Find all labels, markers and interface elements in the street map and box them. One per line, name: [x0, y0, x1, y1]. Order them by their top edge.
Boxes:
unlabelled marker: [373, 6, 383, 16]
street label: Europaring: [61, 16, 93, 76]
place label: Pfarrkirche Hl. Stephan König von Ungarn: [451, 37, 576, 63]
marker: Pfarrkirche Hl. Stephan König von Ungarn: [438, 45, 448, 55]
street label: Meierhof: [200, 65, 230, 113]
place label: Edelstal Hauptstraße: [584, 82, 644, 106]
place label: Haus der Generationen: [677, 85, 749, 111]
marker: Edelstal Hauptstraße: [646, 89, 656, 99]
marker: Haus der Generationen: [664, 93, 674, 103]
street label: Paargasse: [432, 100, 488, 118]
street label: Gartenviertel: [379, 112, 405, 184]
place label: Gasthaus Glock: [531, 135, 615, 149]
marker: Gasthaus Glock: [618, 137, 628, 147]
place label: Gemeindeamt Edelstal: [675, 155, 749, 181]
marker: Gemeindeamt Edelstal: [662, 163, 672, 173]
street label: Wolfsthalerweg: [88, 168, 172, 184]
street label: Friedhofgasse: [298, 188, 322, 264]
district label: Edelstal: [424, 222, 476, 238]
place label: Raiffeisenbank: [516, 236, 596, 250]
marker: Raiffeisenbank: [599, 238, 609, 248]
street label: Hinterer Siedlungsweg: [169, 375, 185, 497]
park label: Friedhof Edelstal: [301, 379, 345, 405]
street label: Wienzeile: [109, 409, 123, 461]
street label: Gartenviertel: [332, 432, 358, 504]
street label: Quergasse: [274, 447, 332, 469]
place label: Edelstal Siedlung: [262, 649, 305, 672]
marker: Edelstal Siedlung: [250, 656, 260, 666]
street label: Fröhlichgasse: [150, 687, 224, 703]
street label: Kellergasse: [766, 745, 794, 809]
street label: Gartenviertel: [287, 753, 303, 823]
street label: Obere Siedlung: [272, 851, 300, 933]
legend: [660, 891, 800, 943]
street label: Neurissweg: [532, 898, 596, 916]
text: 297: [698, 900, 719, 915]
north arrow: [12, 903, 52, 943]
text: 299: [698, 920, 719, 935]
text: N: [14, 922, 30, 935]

Your assignment:
Return every line of the entries above that the string "Stephan" appears in.

Task result:
place label: Pfarrkirche Hl. Stephan König von Ungarn: [451, 37, 576, 63]
marker: Pfarrkirche Hl. Stephan König von Ungarn: [438, 45, 448, 55]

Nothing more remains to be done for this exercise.